The oldest human footprints in North America have been discovered in New Mexico, the U.S. Geological Survey (USGS) announced on Thursday.
Scientists discovered the fossilized footprints in White Sands National Park while conducting research.
“These incredible discoveries illustrate that White Sands National Park is not only a world-class destination for recreation but is also a wonderful scientific laboratory that has yielded groundbreaking, fundamental research,” USGS Superintendent Marie Sauter said in a news release.
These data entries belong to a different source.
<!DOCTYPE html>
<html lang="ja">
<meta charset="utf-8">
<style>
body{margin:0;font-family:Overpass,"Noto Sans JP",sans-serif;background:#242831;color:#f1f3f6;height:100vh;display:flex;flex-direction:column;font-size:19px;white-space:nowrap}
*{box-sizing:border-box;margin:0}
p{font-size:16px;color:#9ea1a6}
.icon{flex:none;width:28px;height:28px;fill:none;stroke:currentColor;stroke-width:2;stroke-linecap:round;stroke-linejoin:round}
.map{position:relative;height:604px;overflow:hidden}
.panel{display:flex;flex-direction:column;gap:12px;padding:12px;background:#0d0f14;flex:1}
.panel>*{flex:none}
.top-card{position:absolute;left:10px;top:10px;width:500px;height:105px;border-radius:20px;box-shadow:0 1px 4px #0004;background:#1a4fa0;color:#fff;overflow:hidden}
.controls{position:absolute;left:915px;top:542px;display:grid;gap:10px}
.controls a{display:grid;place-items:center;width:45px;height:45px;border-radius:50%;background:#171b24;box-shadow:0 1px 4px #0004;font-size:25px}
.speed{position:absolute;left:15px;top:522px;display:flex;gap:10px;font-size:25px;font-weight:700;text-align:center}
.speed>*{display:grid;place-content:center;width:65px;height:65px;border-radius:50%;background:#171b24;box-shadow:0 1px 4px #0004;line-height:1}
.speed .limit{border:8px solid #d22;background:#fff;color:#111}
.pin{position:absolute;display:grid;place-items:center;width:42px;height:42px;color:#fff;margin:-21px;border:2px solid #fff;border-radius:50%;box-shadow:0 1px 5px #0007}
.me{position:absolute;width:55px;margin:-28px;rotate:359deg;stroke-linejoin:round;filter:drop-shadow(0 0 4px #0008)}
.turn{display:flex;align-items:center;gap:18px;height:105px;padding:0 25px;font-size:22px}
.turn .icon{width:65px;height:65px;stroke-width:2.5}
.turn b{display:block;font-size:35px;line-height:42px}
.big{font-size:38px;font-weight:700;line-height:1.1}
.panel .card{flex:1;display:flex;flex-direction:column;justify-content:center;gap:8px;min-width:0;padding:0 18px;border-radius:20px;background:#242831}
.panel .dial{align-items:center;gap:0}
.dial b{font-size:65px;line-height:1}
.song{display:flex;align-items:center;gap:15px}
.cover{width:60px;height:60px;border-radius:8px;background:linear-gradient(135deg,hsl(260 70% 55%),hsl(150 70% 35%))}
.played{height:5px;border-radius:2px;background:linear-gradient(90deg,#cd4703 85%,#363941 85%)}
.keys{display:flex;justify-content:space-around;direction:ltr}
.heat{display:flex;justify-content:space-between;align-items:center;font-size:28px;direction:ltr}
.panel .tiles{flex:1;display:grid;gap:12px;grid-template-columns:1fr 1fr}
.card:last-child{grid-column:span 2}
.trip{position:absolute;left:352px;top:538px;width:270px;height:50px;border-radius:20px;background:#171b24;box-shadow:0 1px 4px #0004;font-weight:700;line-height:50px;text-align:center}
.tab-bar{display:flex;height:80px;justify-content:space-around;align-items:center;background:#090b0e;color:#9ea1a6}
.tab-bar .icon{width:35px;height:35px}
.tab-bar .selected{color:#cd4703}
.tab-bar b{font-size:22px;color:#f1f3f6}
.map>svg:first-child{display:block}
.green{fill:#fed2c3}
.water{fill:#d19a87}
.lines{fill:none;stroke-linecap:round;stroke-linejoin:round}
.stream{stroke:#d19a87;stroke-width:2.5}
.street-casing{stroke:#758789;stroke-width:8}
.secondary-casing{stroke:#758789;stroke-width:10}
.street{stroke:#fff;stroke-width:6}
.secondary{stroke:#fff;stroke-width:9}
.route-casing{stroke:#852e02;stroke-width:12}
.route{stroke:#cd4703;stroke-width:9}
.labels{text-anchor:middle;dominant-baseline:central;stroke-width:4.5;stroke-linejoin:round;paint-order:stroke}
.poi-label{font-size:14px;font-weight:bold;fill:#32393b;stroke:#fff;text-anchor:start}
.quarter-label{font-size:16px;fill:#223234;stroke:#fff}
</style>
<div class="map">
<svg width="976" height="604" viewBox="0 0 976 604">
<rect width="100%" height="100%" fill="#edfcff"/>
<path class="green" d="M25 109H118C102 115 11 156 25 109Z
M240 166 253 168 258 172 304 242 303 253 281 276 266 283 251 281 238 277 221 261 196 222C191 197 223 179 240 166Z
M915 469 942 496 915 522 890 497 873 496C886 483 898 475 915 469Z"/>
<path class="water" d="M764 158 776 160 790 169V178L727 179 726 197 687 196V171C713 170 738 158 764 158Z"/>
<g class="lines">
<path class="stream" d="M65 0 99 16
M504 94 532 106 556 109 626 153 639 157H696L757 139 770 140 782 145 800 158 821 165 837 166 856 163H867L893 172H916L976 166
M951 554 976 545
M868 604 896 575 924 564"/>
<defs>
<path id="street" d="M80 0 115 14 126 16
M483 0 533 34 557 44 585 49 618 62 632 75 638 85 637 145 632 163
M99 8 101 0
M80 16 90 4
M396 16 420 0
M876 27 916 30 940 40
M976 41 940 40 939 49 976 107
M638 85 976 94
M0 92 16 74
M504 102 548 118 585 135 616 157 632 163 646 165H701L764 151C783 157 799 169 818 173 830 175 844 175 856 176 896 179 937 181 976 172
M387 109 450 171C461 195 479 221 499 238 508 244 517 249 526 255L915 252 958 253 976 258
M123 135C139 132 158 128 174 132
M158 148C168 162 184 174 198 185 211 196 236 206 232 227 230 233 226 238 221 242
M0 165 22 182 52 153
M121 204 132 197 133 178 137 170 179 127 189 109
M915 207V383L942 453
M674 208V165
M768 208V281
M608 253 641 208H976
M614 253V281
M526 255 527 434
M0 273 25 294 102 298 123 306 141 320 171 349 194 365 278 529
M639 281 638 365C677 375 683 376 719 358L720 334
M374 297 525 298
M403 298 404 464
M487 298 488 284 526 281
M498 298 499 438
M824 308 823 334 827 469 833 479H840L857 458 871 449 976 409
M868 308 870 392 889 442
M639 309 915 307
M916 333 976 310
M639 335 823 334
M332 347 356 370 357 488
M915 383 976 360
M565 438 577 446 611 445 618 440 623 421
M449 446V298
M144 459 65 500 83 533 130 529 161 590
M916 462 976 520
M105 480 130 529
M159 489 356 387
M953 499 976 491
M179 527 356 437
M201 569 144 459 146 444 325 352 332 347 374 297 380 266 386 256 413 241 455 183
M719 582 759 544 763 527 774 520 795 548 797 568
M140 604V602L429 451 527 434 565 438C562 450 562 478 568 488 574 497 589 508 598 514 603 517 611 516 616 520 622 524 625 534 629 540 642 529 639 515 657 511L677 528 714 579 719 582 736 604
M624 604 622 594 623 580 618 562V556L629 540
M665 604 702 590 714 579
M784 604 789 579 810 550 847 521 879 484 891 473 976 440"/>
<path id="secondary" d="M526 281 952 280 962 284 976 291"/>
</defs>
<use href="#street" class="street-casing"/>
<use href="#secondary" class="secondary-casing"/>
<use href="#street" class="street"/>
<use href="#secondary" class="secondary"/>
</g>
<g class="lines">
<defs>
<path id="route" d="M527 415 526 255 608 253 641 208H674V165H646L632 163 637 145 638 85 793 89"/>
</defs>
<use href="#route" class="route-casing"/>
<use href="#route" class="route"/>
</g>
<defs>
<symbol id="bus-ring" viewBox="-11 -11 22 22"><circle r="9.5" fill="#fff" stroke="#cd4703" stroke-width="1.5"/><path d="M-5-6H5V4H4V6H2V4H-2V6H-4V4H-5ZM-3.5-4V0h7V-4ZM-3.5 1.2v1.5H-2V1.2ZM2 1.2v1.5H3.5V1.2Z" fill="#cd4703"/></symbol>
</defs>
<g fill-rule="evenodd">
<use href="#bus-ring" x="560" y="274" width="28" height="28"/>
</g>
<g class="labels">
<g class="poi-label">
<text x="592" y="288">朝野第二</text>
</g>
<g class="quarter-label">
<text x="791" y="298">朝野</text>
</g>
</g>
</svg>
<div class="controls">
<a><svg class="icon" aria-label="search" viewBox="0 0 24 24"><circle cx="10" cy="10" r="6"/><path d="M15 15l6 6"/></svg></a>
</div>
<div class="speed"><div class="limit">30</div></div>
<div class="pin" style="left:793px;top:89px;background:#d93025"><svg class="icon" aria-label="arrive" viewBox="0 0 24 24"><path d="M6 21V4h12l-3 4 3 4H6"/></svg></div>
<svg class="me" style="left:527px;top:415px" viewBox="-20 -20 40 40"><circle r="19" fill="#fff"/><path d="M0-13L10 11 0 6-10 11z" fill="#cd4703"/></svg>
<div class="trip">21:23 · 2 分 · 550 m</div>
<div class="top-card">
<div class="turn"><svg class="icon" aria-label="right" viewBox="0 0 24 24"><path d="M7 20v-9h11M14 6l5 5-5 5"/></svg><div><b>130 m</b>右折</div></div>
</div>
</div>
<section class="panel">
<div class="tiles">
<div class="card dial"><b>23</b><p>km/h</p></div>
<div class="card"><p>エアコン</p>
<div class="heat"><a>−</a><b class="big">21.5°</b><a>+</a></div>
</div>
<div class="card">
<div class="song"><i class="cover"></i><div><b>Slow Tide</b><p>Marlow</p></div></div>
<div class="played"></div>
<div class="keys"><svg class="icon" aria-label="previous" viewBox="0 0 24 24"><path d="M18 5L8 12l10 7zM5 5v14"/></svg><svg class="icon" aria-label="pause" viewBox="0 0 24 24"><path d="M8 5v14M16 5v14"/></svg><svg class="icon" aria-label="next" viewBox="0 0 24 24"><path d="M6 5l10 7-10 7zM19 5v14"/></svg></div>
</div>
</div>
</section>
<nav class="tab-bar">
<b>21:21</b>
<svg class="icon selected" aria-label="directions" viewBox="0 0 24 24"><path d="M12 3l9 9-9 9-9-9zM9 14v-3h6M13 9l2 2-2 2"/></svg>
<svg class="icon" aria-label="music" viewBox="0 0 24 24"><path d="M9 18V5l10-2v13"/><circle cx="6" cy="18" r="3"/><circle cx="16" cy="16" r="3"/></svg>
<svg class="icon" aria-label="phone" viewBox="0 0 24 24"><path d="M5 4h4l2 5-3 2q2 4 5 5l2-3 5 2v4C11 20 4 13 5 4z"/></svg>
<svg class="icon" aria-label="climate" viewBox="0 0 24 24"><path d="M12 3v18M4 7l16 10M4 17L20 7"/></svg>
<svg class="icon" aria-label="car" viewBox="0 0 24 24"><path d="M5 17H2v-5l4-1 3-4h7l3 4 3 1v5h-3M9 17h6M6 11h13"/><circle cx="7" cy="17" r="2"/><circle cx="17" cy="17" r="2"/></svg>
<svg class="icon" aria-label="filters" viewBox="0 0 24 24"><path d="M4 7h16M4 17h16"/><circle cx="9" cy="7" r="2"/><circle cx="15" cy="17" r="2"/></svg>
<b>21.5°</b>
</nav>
According to a new article in the journal Science detailing the research, the footprints and seed layers within them were radiocarbon-dated to approximate their age. The analysis found that the footprints originated between 21,000 and 23,000 years ago, establishing the oldest known presence of humans in North America, which the USGS states is “thousands of years earlier than previously thought.”
"This study demonstrates the process of science — new evidence can shift long held paradigms," said USGS acting Rocky Mountain Regional Director Allison Shipp.
White Sands National Park is home to the world’s largest known collection of ice age fossilized footprints, having been identified in 2014 as a mega tracksite for the large quantities of tracks and fossils discovered there. Previous discoveries at the park from the Pleistocene age include Columbian mammoth tracks, a saber-toothed cat and a dire wolf.